A Barn Re-Loved – Part 2

        I know in my last post there were no pictures of what the new barn would look like.  Sorry to disappoint.   While the inside is not done, the outside is very close.   There is always so much dirt, sweat, and hard work before you get to any of the pretty stuff.        Here’s the family tearing off nails and sorting wood that can be saved for future projects.

       The framers have finished the walls  inside and the electrician and plumber are almost ready for their inspections.  We’ve had delays because of trying to figure out, along with the county inspector’s help,  building code regulations when a living space is put in a barn.  It turns out a fire wall has to be between the barn and any living space which means this large inside barn wall (on the right side of the picture below)will need to be covered up with drywall. 

       We are so disappointed that we will loose a big portion of the inside old barn look that we were trying to save,  but the good news is we have found a way to make this new wall look old and rustic without costing a fortune, but that is for a future post. 

       Here is some of the work that has been going on since April.

The old barn siding was taken off and the framing of the workshop added to the back.

       View of the back workshop attached to the barn.

     Metal roof was taken off by a crew in about two hours.

                    Inside view of barn without the roof on. 

       And what the barn looks like after her beautiful new metal exterior was put on. 

       We are still missing the front barn door and some concrete steps that will be installed later below the right door.  While we wish she was symmetrical, level, etc, we still think she is a beauty at 123 years old.  If only we could get new skin, a beauty makeover and look so good.

      And lastly, I wanted to  show you the newest members of The Noah Farm family.   These little ones were born July 18th.

       They are Rhode Island Red babies that my son and daughter-in-law hatched for us in their incubator.  This is what they will look like when they grow up.

Rhode Island Reds

       We’ve  had  massive attacks this spring/summer  from raccoons and possums.  They have  killed so many of our egg laying adult Rhode Island Reds (an even one turkey), that we only had three hens and one rooster left. We had to refortify their coop complete with an electric fence around it before the killing stopped.   These little ones will start producing eggs in four to six months.  But for now they sleep a lot and are safe in our garage.  This is what they look like at two weeks old.

The barn love story continues next time on The Noah Farm.  

A Barn Re-Loved

        We’re  at it again, but this time we are renovating our 115 year old barn!  Instead of tearing it down, my husband read a book about old barns and decided she was solid as a rock and worth saving.  So just like we did on our old farmhouse, we had to start with the foundation.   But before the boring foundation stuff, how about some cute baby pig pictures?  

       All our piglets and momma are gone now. They all went to rescue farms or individual homes where they will have a good life.  Here’s one last picture of our pigs.  My favorite one we called Cowpig, and she went with her momma, Miss Piggy, and two other piglets to a rescue farm.  I miss them!

Okay . . . just one more.

      The pandemic didn’t slow down our plans or workers willing to come to our farm to start fixing up  the barn.  

      This redbud in the foreground makes her look all pretty, but she really did need some TLC.    Half of the foundation needed redone before we could start any work inside or add a workshop onto the back. Because her metal sides are flipped up you can just barely see the new foundation.  

A little skid steer tore out the dirt and stone floor so a new  concrete floor can be poured (below).

This is what the stone foundation looks like that still holds up the two main walls inside the barn.

Look closely and you’ll still see  where the concrete butts up against the original stone foundation on both sides.  

The next step was getting the concrete floor poured for the new workshop behind the barn.  
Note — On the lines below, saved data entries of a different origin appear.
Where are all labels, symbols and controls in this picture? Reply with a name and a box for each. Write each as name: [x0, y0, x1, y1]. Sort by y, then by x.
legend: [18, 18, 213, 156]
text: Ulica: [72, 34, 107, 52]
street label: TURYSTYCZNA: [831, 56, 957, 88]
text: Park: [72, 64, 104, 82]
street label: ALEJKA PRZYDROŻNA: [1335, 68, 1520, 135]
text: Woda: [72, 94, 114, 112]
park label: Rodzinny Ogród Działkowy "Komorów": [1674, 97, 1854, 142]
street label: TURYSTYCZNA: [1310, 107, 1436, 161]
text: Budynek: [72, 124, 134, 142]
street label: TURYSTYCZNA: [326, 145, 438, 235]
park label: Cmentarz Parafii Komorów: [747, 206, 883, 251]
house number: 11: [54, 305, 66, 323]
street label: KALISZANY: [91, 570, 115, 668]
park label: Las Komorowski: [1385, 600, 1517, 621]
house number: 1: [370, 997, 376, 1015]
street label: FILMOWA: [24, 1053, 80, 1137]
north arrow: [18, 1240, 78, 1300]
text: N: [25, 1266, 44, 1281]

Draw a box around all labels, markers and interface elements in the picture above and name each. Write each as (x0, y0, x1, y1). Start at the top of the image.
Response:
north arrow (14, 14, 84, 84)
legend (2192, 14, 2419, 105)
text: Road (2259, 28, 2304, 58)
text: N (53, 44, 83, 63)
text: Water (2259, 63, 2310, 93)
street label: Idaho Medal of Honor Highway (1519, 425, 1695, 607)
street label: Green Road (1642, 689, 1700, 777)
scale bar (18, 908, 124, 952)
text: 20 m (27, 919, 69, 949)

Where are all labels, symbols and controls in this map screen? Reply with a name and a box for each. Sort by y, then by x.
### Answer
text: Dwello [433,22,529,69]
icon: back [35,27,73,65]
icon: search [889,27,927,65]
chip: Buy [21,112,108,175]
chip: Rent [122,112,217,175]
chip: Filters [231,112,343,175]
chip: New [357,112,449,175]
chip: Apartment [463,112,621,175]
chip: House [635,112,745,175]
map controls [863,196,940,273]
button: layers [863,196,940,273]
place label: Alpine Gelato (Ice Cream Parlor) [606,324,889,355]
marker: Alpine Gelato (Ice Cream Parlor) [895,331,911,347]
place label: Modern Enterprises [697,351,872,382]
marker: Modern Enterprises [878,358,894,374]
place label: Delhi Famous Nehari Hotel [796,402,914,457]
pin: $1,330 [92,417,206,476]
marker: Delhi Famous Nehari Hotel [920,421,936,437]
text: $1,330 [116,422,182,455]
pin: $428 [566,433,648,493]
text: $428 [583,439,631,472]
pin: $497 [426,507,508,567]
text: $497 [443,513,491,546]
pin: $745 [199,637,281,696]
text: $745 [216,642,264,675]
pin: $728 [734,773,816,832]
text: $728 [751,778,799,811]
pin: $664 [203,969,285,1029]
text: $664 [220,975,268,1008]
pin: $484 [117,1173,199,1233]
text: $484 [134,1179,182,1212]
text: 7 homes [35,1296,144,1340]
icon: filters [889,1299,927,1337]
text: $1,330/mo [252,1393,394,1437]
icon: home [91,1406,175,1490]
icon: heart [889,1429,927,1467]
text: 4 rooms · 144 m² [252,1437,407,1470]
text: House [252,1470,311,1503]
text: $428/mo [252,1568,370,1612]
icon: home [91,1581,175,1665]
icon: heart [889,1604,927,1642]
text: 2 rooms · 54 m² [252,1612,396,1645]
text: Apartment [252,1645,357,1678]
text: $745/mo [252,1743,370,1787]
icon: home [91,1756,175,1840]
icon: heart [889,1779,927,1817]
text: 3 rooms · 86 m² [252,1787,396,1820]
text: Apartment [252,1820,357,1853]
And then the old metal siding came off.  What we discovered  was that the barn was originally painted red.  If you look closely left of the ladder, towards the roofline you can really see the red.  She has faded a lot since originally built and this will be her second metal covering.  

Putting on these new white barn doors was the very first thing we did when we bought the farm.  My husband built them because the old door fell off. Sadly they were burnt in the fire pit last week because a new door is coming.  I think she was always pretty and I miss the old barn look.